Over the years, he’s saved all the alcohol he’s ever suctioned off, in hopes of possibly profiting from it. A few years ago, Weaber began turning some of it into a flavored vodka. Still, there are gallons and gallons of kombucha distillate in his warehouse. When the overwhelming need for hand sanitizer sprung up in the wake of the coronavirus pandemic, there was another use for Aqua ViTea’s excess alcohol.
“Jeff called and said, ‘I have this 127 proof kombucha distillate, can you use it?’” remembers Christiansen. A tanker truck hauled 2,700 gallons of it over to Caledonia Spirits, and that’s when things got rolling.
Christiansen asked his sales team to help source everything from ingredients to containers, and everyone got to work. So far the company hasn’t laid off a single staff member—and hopes to keep it that way.
The hand-sanitizer effort has resulted in a few tiny moments of serendipity, like when a someone got a lead on bottles. “Everyone in the world is racing to make things the hospitals need,” Christiansen says, and that means demand is making it hard to find the two-to-six-ounce bottles required to package it. But a team member stumbled across a cache of bear-shaped squeeze bottles meant for honey. “We’re a honey-gin company. On the video call, you could see that it was like, Who is going to be the first to say that’s kind of a good idea?”

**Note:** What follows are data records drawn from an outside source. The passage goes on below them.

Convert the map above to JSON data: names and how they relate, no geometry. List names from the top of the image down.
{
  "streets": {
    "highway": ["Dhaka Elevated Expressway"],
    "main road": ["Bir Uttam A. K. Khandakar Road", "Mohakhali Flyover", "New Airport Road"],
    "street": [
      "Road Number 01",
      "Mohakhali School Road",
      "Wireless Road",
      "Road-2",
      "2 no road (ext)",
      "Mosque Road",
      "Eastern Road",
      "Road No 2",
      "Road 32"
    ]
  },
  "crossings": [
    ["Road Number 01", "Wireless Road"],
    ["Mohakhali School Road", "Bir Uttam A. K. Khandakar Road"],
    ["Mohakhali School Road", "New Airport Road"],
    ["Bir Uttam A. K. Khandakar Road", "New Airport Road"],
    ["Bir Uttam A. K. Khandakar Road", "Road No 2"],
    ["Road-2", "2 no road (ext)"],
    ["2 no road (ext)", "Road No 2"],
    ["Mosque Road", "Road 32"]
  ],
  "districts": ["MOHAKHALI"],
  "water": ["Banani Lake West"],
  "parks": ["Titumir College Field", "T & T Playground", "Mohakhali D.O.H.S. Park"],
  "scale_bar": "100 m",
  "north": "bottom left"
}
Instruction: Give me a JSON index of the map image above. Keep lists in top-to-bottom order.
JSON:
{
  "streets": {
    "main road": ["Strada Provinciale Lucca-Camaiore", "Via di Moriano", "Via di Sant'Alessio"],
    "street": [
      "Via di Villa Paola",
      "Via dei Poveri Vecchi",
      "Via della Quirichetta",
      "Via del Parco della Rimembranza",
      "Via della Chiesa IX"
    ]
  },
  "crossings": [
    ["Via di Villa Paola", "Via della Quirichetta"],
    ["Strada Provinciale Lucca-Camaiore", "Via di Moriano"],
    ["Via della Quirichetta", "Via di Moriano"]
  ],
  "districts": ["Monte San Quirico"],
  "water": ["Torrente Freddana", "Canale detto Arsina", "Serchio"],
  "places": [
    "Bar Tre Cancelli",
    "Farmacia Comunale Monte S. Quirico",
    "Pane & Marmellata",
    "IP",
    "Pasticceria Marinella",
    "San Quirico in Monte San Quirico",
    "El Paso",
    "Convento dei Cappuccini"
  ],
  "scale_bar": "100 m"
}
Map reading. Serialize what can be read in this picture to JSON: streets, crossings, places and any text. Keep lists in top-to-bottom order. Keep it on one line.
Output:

Christiansen says he does miss making gin, but the company doesn’t have the workforce to run hand sanitizer and gin at the same time. So for now, it’ll be cranking out five-ounce bottles of sanitizer in bear-shaped containers. He acknowledges that the bear bottles are a strange for the product, “but it’s the fastest route to market, and, honestly, it kind of puts a smile on your face when you see the bear,” he says.
Need a smile and a drink? When this is all over, Christiansen says he’ll be making himself a Bees Knees. Here’s how to make it.
- 2 ounces Barr Hill Gin (or whatever you have on hand; please avoid going to the store if at all possible!)
- 3/4 ounce fresh lemon juice
- 3/4 ounce raw honey syrup
- Lemon twist to garnish
Combine the first three ingredients in a mixing tin, add ice, shake, then double-strain into a chilled cocktail glass. Add garnish.